Introduction to itertools

David Radcliffe
April 14, 2016

What is an iterator?

An iterator is an object that supports two methods:

  1. __next__ returns the next value from the iterator.
  2. __iter__ returns the iterator itself.

An iterator behaves like a list of values, with some important differences.

  1. The values are generated on demand.
  2. The values can only be accessed sequentially.
  3. The values can only be accessed once.

Example

it = iter('PYTHON')

for n, char in enumerate(it):
    print n, char

for char in enumerate(it): # Does nothing.
    print n, char
0 P
1 Y
2 T
3 H
4 O
5 N

Generators

A generator function is a function that has yield statements instead of return statements.

A generator function returns a generator object, which is a kind of iterator.

def fibonacci(n): 
    a, b = 0, 1
    for i in xrange(n):
        yield b
        a, b = b, a+b

print list(fibonacci(12))
[1, 1, 2, 3, 5, 8, 13, 21, 34, 55, 89, 144]

Generator expressions

A generator expression looks like a list comprehension, but it is enclosed by parentheses instead of square brackets.

import re
from collections import Counter

with open('shake-it-off-lyrics.txt') as f:
    wordlist = Counter(word.lower() 
        for line in f 
        for word in re.split('\W+', line)
        if word != '')

Itertools

Itertools is a module for building iterators. It is part of the Python Standard Library.

The count function does what it says. It counts forever from a given starting value. The default starting value is 0.

Since it creates an infinite loop, be sure to have a break or return statement inside the loop.

from itertools import count
for n in count(1):
    print n
    if n == 10:
        break

islice

islice(iterable, stop)

islice(iterable, start, stop[, step])

Make an iterator that selects elements from an iterable.

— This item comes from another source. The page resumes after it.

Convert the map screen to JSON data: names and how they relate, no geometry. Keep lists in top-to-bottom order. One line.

from itertools import islice
from string import letters
for letter in islice(letters, 5):
     print letter
a
b
c
d
e

ifilter

ifilter(predicate, iterable)

Make an iterator that filters elements from iterable returning only those for which the predicate is true. If predicate is None, return the items that are true.

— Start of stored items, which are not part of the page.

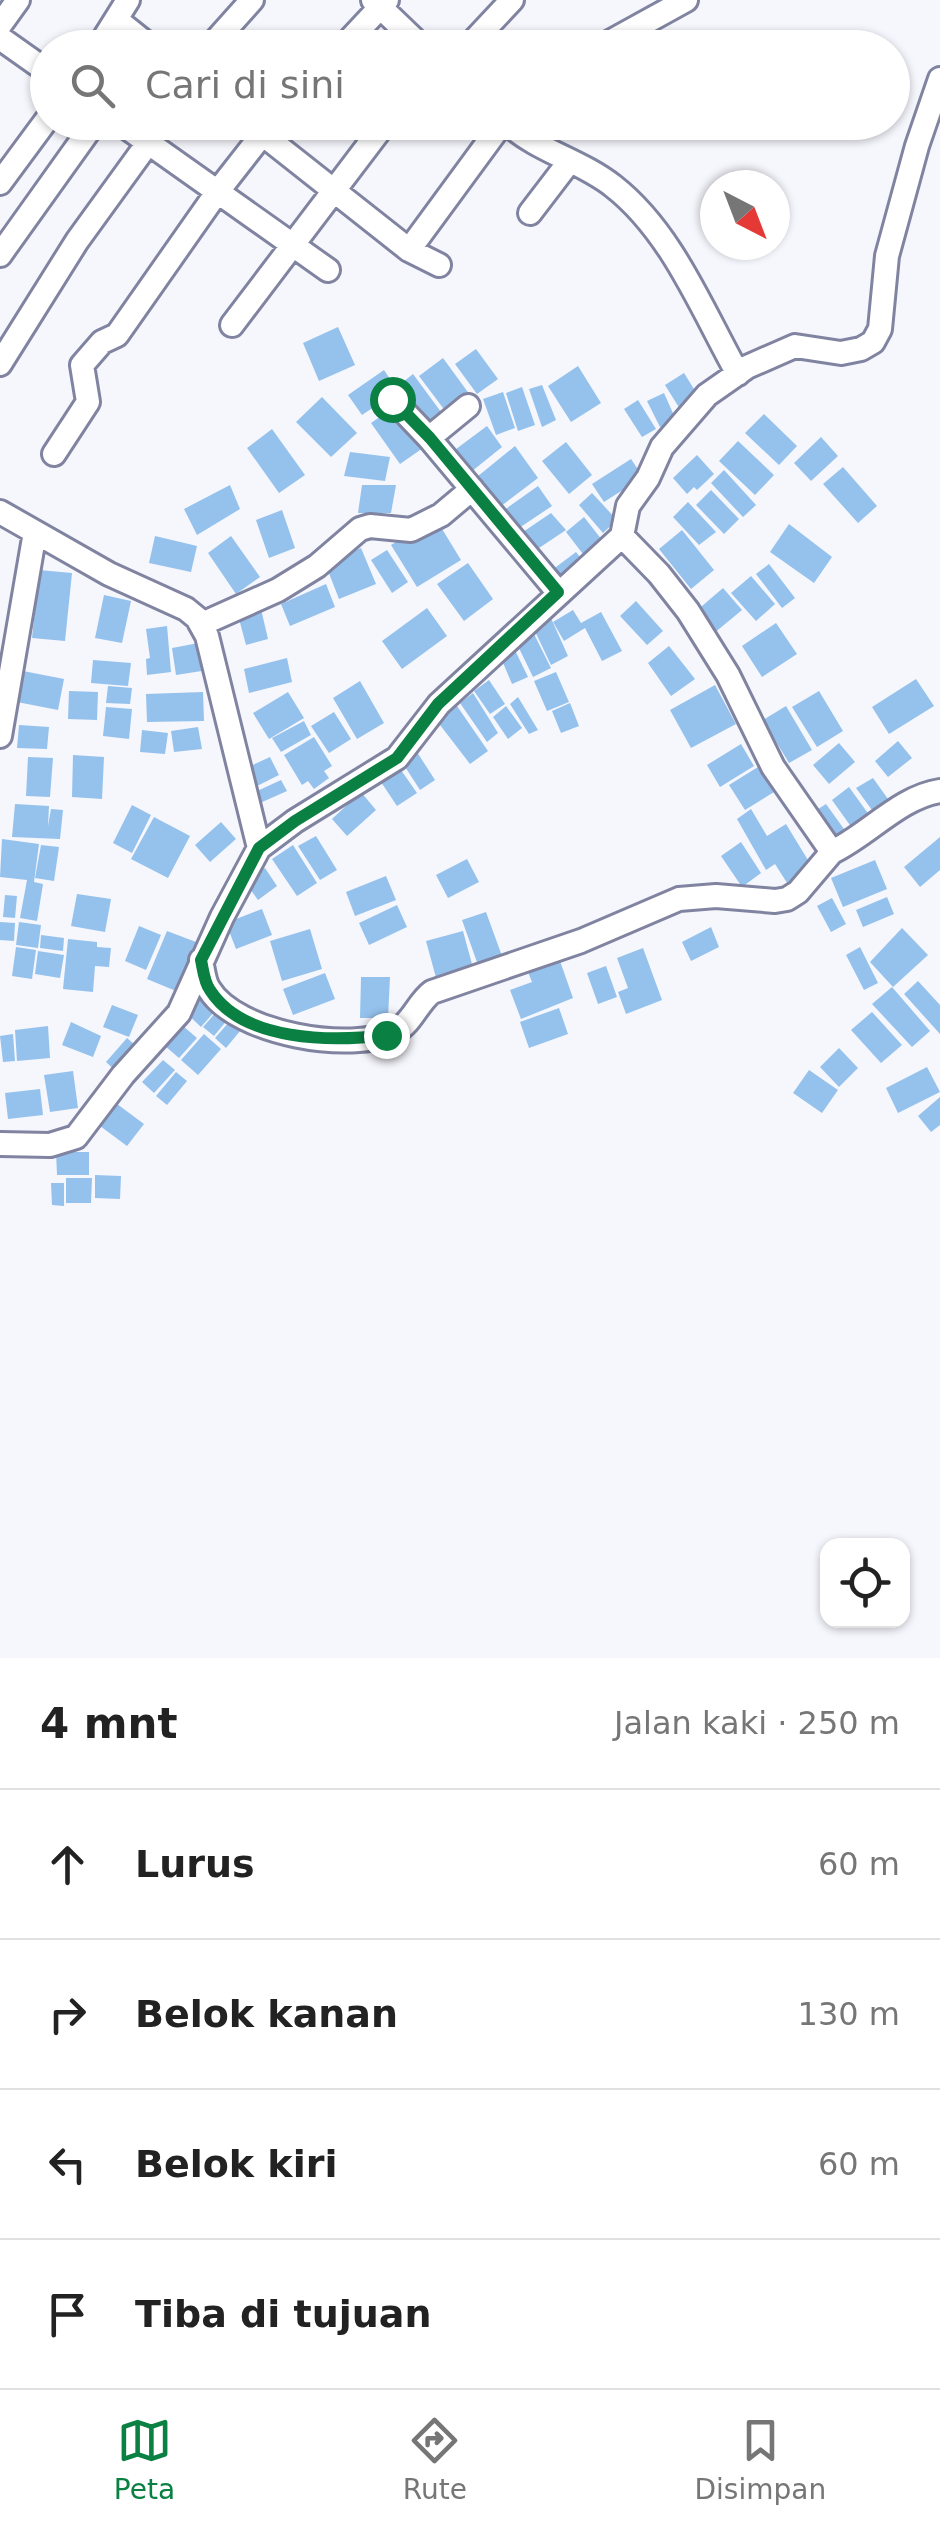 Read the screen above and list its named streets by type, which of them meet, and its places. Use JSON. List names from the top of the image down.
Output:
{
  "north": "bottom right",
  "page": {
    "search": "Cari di sini",
    "heading": ["4 mnt", "Jalan kaki · 250 m"],
    "list": [
      ["Lurus", "60 m"],
      ["Belok kanan", "130 m"],
      ["Belok kiri", "60 m"],
      "Tiba di tujuan"
    ],
    "nav": ["Peta", "Rute", "Disimpan"]
  }
} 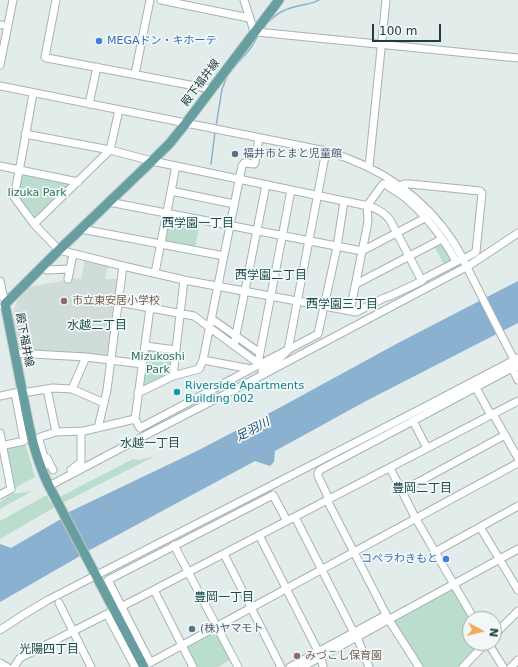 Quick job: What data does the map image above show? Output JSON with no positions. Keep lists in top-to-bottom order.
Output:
{
  "streets": {
    "main road": ["殿下福井線"]
  },
  "districts": [
    "西学園一丁目",
    "西学園二丁目",
    "西学園三丁目",
    "水越二丁目",
    "水越一丁目",
    "豊岡二丁目",
    "豊岡一丁目",
    "光陽四丁目"
  ],
  "water": ["足羽川"],
  "parks": ["Iizuka Park", "Mizukoshi Park"],
  "places": [
    "MEGAドン・キホーテ",
    "福井市とまと児童館",
    "市立東安居小学校",
    "Riverside Apartments Building 002",
    "コペラわきもと",
    "(株)ヤマモト",
    "みづこし保育園"
  ],
  "scale_bar": "100 m",
  "north": "right"
}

Like filter, but it returns an iterator instead of a list.

from itertools import ifilter
even = lambda x: x % 2 == 0
print list(ifilter(even, range(10)))
[0, 2, 4, 6, 8]

imap

imap(function, *iterables)

Make an iterator by applying a function to the elements of one or more iterables.

Like map, but returns an iterator instead of a list.

from itertools import imap
multiply = lambda x,y: x*y
print list(imap(multiply, range(10), 
                range(10)))
[0, 1, 4, 9, 16, 25, 36, 49, 64, 81]

Product

The product function makes an iterator from the cartesian product of two or more iterables. It is equivalent to a nested for-loop.

from itertools import product, islice
faces = ('Ace', 'King', 'Queen', 'Jack')
suits = ('Spades', 'Hearts', 'Diamonds', 
        'Clubs')
print list(islice(product(faces, suits), 6))
[('Ace', 'Spades'), ('Ace', 'Hearts'), ('Ace', 'Diamonds'), ('Ace', 'Clubs'), ('King', 'Spades'), ('King', 'Hearts')]

Cartesian power

To compute the product of an iterable with itself, use the optional repeat argument.

from itertools import product, islice
from string import letters
passwords = (''.join(seq)
    for seq in product(letters, repeat=6))
print list(islice(passwords, 12))
['aaaaaa', 'aaaaab', 'aaaaac', 'aaaaad', 'aaaaae', 'aaaaaf', 'aaaaag', 'aaaaah', 'aaaaai', 'aaaaaj', 'aaaaak', 'aaaaal']

Combinations

combinations(iterable, r)

Return r length subsequences of elements from an iterable.

# Generate all Powerball combinations.

from itertools import product, combinations
white = range(1, 70)
red = range(1, 27)
powerball_combos = product(
    combinations(white, 5), red)

print sum(1 for combo in powerball_combos)
292201338

Groupby

groupby(iterable[, key])

Make an iterator that returns consecutive keys and groups from the iterable. The key is a function computing a key value for each element. The key defaults to an identity function.

from itertools import groupby
def longest_run(sequence):
    return max(sum(1 for _ in group) 
        for key, group in groupby(sequence))

coin_tosses = 'HTHHTTTHHHHHTTTHTTT'
print longest_run(coin_tosses)
5